Start of Data

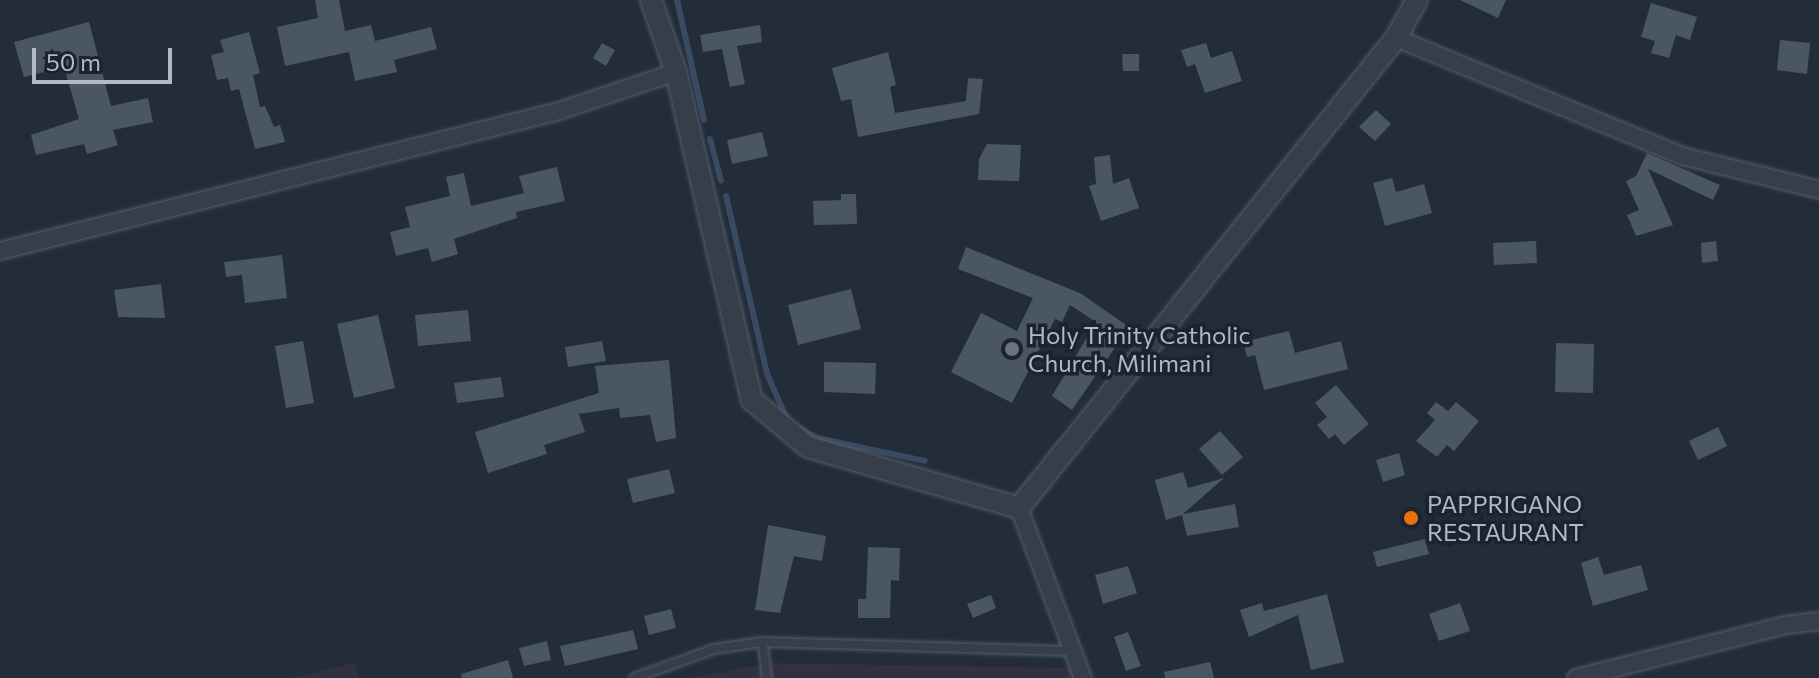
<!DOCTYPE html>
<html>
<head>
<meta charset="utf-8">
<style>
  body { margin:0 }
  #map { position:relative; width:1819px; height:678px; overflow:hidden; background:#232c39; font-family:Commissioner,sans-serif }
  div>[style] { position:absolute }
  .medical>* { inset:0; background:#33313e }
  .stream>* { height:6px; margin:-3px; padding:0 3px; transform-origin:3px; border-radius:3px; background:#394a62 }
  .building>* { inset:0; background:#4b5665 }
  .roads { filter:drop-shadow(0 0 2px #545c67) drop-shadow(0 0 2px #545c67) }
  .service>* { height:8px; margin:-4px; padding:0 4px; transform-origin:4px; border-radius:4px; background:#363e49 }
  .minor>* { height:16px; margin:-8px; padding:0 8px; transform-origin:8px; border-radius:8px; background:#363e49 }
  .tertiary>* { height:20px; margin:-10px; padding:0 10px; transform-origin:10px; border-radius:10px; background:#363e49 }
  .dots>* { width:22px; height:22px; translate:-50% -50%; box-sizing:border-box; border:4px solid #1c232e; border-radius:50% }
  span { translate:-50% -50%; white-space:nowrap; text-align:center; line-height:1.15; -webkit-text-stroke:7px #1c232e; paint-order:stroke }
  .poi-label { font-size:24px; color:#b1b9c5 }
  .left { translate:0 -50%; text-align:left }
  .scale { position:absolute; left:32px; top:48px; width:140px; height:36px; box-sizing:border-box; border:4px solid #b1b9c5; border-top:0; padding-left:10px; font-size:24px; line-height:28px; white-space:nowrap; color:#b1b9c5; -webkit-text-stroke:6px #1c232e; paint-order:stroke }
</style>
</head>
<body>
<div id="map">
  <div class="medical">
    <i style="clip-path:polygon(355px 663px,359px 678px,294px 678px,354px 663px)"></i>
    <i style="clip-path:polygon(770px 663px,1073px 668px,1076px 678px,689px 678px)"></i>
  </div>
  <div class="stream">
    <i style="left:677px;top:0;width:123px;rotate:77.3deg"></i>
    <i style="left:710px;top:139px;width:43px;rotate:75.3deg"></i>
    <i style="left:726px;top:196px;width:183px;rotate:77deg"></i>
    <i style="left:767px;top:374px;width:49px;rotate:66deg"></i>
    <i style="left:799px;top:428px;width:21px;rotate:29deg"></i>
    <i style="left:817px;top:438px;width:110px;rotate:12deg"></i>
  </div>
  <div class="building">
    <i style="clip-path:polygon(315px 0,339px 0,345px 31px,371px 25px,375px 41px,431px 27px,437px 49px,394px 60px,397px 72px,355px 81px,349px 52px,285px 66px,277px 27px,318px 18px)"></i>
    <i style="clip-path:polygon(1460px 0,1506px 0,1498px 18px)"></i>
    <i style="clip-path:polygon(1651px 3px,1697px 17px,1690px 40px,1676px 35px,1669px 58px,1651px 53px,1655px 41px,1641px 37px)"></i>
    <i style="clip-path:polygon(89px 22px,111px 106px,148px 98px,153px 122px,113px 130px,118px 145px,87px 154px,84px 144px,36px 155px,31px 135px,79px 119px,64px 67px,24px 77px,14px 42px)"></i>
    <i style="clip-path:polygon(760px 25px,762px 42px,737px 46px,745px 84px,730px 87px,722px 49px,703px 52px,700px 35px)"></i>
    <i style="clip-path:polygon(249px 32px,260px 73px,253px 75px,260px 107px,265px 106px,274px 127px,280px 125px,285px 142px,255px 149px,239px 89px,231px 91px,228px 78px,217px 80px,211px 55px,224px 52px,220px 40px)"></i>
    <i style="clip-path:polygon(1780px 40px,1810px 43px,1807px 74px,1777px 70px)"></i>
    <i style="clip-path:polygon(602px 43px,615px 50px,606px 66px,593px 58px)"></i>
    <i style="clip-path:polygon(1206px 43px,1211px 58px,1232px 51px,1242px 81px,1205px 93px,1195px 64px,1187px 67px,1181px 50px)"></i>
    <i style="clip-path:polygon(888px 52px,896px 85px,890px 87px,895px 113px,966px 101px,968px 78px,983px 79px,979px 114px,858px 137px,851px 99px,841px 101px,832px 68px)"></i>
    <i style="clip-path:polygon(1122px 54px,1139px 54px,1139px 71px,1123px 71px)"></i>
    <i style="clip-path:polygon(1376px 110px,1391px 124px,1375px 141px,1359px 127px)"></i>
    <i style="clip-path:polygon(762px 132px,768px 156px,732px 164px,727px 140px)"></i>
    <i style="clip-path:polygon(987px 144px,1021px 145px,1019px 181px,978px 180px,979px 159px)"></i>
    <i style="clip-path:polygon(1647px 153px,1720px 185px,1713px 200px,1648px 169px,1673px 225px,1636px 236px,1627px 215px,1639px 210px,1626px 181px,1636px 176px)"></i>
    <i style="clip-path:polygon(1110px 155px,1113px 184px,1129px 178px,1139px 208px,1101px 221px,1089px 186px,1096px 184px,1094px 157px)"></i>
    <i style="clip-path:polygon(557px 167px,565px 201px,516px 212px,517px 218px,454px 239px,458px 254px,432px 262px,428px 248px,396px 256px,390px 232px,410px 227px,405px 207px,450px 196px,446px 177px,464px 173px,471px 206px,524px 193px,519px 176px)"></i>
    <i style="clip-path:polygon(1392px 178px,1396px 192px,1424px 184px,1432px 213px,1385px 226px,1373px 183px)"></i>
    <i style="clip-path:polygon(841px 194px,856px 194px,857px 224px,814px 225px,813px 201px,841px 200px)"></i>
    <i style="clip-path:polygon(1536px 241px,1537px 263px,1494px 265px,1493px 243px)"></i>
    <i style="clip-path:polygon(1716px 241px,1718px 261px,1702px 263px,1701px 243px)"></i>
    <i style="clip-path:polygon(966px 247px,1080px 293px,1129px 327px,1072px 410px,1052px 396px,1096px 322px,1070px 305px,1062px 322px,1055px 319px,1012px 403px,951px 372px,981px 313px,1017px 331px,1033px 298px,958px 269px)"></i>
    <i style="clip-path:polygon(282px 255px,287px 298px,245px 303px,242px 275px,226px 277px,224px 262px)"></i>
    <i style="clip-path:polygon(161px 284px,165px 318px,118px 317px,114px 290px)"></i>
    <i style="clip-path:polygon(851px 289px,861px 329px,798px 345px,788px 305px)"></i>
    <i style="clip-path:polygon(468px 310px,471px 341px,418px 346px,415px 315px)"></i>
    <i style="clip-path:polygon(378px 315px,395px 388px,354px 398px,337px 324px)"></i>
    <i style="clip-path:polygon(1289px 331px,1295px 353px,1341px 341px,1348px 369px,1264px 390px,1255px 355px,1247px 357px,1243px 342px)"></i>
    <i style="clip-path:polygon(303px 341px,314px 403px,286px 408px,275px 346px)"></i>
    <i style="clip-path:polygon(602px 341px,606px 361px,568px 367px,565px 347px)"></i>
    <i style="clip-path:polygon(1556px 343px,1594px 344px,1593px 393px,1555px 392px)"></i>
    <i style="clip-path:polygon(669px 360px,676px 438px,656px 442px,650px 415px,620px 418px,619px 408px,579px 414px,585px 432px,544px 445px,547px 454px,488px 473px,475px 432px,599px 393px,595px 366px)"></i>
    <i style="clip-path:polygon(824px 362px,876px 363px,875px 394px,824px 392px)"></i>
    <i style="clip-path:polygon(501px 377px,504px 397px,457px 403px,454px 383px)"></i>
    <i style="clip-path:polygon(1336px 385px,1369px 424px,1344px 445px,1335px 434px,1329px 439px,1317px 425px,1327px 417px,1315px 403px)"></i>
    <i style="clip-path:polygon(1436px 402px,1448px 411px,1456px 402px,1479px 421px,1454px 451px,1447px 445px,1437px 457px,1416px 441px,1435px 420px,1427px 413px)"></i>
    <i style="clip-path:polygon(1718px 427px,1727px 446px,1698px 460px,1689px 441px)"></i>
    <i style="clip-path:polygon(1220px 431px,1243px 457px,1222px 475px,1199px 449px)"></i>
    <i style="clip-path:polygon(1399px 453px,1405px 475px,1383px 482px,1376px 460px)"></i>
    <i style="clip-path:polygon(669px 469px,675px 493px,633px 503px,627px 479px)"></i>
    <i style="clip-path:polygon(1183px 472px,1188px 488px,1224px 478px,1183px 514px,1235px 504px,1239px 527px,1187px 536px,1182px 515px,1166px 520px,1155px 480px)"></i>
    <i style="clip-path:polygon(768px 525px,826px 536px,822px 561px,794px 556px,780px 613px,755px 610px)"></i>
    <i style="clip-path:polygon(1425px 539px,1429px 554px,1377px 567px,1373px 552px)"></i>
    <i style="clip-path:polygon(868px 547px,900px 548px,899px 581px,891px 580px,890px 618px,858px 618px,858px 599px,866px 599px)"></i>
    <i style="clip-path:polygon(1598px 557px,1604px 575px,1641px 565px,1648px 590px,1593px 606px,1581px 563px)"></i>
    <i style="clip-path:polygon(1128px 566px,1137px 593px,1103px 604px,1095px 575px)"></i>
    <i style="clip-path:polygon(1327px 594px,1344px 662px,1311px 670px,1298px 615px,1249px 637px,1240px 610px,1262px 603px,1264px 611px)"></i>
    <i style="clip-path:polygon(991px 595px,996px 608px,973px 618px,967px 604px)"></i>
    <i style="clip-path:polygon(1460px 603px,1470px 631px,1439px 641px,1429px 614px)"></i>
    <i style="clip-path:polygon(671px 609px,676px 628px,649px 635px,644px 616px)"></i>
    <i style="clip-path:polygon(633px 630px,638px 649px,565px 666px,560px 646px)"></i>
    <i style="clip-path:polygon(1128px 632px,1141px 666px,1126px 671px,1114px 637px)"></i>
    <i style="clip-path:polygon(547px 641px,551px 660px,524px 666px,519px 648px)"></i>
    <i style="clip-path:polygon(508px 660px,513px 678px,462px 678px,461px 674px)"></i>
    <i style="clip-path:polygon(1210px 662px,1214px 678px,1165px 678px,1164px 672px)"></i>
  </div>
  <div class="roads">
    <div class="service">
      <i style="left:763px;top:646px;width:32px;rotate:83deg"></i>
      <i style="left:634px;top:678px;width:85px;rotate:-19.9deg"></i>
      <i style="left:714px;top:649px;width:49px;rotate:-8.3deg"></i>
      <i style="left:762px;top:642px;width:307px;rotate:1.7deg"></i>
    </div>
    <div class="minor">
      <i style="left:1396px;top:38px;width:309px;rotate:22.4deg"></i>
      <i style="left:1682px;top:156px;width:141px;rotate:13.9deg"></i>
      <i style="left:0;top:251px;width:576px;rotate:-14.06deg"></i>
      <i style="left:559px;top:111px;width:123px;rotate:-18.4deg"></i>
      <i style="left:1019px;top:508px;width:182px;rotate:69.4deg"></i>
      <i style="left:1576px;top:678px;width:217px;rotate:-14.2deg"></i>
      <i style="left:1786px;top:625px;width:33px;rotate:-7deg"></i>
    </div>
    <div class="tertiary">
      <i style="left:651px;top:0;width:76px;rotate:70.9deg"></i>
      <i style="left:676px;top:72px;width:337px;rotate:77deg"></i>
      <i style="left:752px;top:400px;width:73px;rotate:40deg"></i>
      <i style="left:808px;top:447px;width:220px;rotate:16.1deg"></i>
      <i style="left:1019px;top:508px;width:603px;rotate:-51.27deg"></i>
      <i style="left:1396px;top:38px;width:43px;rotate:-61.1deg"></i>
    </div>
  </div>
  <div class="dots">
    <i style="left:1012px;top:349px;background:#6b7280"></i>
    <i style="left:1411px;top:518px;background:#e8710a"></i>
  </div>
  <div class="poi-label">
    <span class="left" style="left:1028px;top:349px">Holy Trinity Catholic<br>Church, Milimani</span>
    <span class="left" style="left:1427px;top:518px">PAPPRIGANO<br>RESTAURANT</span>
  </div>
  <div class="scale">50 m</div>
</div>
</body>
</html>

End of Data
Start of Data

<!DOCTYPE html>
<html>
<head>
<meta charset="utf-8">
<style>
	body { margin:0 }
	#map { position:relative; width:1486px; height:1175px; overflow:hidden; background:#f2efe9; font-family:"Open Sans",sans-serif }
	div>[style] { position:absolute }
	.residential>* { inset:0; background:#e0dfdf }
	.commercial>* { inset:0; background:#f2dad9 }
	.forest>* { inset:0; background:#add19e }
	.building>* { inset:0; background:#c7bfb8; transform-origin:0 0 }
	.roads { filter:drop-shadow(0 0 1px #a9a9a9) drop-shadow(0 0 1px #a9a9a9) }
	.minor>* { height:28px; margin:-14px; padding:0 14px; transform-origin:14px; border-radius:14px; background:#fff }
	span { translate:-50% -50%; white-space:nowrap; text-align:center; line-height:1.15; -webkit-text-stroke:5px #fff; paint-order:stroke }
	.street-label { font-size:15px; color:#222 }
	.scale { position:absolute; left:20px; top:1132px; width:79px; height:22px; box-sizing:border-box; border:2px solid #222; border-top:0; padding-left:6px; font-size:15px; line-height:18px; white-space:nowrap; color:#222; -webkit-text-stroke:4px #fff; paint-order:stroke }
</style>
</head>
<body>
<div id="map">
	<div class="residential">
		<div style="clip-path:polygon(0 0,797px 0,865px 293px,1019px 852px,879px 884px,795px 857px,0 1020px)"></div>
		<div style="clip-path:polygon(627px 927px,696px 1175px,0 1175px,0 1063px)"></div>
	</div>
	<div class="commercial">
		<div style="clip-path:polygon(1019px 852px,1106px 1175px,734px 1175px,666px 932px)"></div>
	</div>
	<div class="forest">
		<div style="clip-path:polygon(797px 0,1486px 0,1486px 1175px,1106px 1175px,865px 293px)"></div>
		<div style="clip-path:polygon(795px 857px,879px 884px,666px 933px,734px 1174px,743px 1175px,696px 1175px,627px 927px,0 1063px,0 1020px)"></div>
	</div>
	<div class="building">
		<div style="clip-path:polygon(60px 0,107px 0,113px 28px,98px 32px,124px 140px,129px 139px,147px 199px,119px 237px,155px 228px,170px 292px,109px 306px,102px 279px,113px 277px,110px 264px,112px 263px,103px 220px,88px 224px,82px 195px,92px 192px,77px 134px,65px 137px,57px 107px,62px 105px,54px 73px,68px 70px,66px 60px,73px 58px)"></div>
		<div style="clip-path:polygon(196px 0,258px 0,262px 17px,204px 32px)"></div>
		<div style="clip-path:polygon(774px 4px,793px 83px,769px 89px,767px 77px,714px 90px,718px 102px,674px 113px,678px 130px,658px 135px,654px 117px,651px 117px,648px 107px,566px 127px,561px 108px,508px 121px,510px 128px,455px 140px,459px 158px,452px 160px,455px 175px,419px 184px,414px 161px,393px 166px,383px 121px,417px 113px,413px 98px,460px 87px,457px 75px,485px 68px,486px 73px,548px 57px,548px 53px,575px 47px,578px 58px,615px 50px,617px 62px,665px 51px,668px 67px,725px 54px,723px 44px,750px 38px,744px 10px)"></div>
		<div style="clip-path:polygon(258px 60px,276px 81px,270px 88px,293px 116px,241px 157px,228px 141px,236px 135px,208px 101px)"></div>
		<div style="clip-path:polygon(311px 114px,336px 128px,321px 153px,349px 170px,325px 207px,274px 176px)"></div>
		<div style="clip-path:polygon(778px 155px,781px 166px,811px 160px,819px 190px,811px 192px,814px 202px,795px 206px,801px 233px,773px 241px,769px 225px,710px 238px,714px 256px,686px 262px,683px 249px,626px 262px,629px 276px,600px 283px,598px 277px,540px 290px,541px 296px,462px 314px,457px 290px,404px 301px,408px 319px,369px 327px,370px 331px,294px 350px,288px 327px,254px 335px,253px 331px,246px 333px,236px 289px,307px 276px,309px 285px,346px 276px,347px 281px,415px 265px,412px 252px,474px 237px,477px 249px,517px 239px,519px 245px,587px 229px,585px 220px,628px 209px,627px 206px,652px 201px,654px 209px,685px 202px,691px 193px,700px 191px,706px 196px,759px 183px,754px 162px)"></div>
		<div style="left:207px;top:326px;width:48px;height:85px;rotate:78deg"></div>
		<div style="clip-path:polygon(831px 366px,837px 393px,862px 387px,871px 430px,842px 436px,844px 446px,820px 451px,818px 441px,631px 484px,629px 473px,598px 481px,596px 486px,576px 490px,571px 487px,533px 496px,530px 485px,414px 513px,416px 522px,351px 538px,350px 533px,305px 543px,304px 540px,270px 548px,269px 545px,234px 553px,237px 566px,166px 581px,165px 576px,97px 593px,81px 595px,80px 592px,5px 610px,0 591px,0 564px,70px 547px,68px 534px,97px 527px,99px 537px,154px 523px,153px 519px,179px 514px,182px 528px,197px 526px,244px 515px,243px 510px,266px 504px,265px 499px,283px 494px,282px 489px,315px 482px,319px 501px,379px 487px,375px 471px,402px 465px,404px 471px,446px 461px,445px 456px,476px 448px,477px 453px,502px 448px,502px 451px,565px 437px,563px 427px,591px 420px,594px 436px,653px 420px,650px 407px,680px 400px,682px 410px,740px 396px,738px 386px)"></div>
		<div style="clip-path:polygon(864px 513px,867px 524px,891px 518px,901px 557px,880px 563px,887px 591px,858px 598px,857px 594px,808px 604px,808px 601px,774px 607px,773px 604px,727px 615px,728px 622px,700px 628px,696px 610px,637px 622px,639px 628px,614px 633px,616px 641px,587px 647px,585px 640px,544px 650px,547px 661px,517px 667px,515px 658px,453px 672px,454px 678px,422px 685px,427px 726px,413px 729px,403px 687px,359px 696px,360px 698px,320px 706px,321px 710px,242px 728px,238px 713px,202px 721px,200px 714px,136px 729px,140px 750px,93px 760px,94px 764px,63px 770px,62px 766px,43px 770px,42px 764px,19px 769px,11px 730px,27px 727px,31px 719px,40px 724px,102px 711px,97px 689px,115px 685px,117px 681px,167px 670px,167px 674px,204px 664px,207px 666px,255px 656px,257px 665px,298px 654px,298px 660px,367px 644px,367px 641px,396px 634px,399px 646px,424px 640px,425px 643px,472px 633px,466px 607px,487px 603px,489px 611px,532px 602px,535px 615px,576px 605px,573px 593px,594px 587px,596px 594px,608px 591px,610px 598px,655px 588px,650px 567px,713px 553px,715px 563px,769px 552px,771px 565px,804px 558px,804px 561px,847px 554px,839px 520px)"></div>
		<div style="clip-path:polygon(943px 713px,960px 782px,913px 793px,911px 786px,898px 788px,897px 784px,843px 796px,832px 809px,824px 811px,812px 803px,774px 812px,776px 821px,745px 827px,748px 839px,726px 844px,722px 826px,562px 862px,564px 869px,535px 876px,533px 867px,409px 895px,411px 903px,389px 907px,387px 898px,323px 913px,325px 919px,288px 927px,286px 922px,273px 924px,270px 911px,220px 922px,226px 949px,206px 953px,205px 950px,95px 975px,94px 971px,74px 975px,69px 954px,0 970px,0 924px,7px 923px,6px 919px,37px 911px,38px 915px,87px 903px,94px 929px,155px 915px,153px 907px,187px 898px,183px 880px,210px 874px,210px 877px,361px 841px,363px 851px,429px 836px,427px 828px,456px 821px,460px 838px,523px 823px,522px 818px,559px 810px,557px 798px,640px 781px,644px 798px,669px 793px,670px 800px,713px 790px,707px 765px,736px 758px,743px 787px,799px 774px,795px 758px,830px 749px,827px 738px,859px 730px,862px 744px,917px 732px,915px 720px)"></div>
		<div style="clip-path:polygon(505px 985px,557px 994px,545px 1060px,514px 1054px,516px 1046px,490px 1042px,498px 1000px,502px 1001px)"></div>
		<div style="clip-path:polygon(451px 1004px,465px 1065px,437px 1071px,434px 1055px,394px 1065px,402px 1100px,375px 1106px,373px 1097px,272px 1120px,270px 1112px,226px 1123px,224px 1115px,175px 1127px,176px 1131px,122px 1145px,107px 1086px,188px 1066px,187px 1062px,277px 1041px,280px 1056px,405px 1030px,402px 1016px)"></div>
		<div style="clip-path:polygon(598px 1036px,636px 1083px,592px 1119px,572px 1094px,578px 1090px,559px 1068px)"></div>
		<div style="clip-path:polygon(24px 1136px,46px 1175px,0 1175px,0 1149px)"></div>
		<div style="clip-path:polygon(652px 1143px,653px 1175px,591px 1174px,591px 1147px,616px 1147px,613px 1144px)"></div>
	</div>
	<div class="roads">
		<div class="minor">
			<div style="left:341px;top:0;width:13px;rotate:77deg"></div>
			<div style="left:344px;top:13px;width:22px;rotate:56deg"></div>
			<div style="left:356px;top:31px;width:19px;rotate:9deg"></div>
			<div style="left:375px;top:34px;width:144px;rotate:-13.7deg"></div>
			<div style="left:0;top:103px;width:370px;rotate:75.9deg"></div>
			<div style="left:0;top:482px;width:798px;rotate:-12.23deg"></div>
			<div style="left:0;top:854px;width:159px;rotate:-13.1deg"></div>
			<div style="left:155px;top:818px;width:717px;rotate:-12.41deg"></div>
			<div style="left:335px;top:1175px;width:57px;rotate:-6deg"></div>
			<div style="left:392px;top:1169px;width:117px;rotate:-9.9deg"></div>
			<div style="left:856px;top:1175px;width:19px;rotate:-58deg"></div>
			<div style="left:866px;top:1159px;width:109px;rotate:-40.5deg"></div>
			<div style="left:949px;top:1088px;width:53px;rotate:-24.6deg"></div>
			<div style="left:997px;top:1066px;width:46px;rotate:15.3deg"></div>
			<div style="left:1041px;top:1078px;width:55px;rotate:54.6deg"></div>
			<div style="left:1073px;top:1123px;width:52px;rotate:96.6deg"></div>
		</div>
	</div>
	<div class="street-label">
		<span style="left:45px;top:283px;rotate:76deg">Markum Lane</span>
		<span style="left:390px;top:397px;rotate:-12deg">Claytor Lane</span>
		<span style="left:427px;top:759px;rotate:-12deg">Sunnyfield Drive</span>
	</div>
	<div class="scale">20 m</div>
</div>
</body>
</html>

End of Data

**Work to be completed**
Copy every line from the records above that contains the string "service".

**Output for this task**
  .service>* { height:8px; margin:-4px; padding:0 4px; transform-origin:4px; border-radius:4px; background:#363e49 }
    <div class="service">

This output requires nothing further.